*** Opening Input records ***

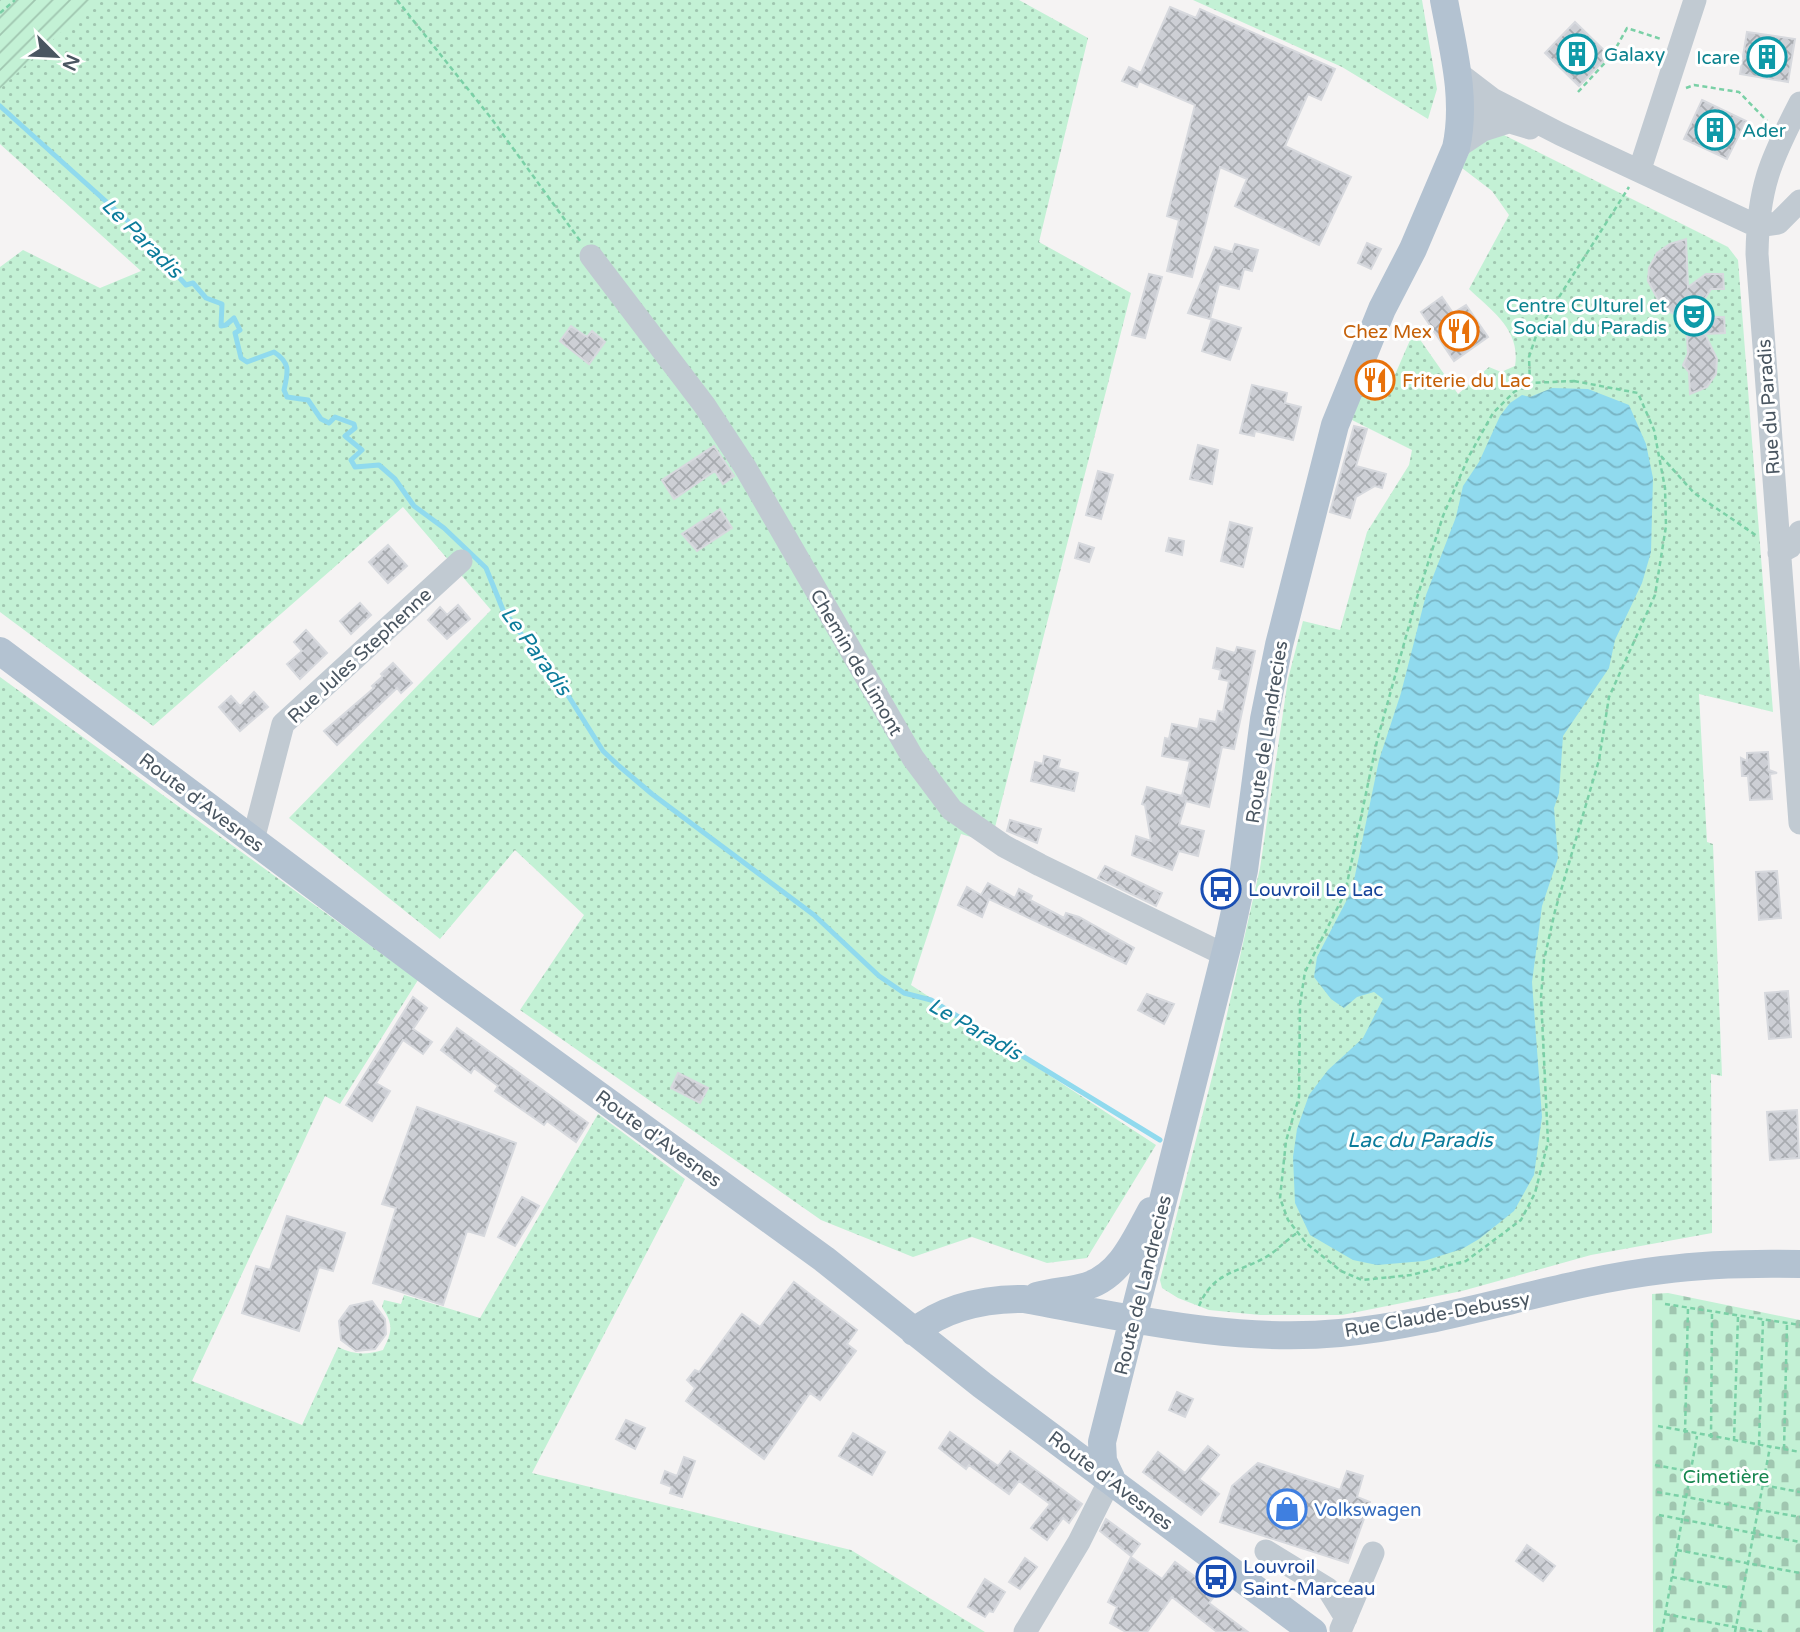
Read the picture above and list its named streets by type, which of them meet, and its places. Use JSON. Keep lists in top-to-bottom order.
{
  "streets": {
    "main road": ["Route de Landrecies", "Route d'Avesnes", "Rue Claude-Debussy"],
    "street": ["Rue du Paradis", "Rue Jules Stephenne", "Chemin de Limont"]
  },
  "crossings": [
    ["Rue Jules Stephenne", "Route d'Avesnes"],
    ["Chemin de Limont", "Route de Landrecies"],
    ["Route de Landrecies", "Route d'Avesnes"],
    ["Route de Landrecies", "Rue Claude-Debussy"],
    ["Route d'Avesnes", "Rue Claude-Debussy"]
  ],
  "water": ["Le Paradis", "Lac du Paradis"],
  "parks": ["Cimetière"],
  "places": {
    "building": ["Galaxy", "Icare", "Ader"],
    "theatre": ["Centre CUlturel et Social du Paradis"],
    "restaurant": ["Chez Mex", "Friterie du Lac"],
    "bus stop": ["Louvroil Le Lac", "Louvroil Saint-Marceau"],
    "shop": ["Volkswagen"]
  },
  "north": "bottom right"
}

*** Closing Input records ***

Exact copy, no pictures: reproduce the whole listing above.

### Result for this exercise
Read the picture above and list its named streets by type, which of them meet, and its places. Use JSON. Keep lists in top-to-bottom order.
{
  "streets": {
    "main road": ["Route de Landrecies", "Route d'Avesnes", "Rue Claude-Debussy"],
    "street": ["Rue du Paradis", "Rue Jules Stephenne", "Chemin de Limont"]
  },
  "crossings": [
    ["Rue Jules Stephenne", "Route d'Avesnes"],
    ["Chemin de Limont", "Route de Landrecies"],
    ["Route de Landrecies", "Route d'Avesnes"],
    ["Route de Landrecies", "Rue Claude-Debussy"],
    ["Route d'Avesnes", "Rue Claude-Debussy"]
  ],
  "water": ["Le Paradis", "Lac du Paradis"],
  "parks": ["Cimetière"],
  "places": {
    "building": ["Galaxy", "Icare", "Ader"],
    "theatre": ["Centre CUlturel et Social du Paradis"],
    "restaurant": ["Chez Mex", "Friterie du Lac"],
    "bus stop": ["Louvroil Le Lac", "Louvroil Saint-Marceau"],
    "shop": ["Volkswagen"]
  },
  "north": "bottom right"
}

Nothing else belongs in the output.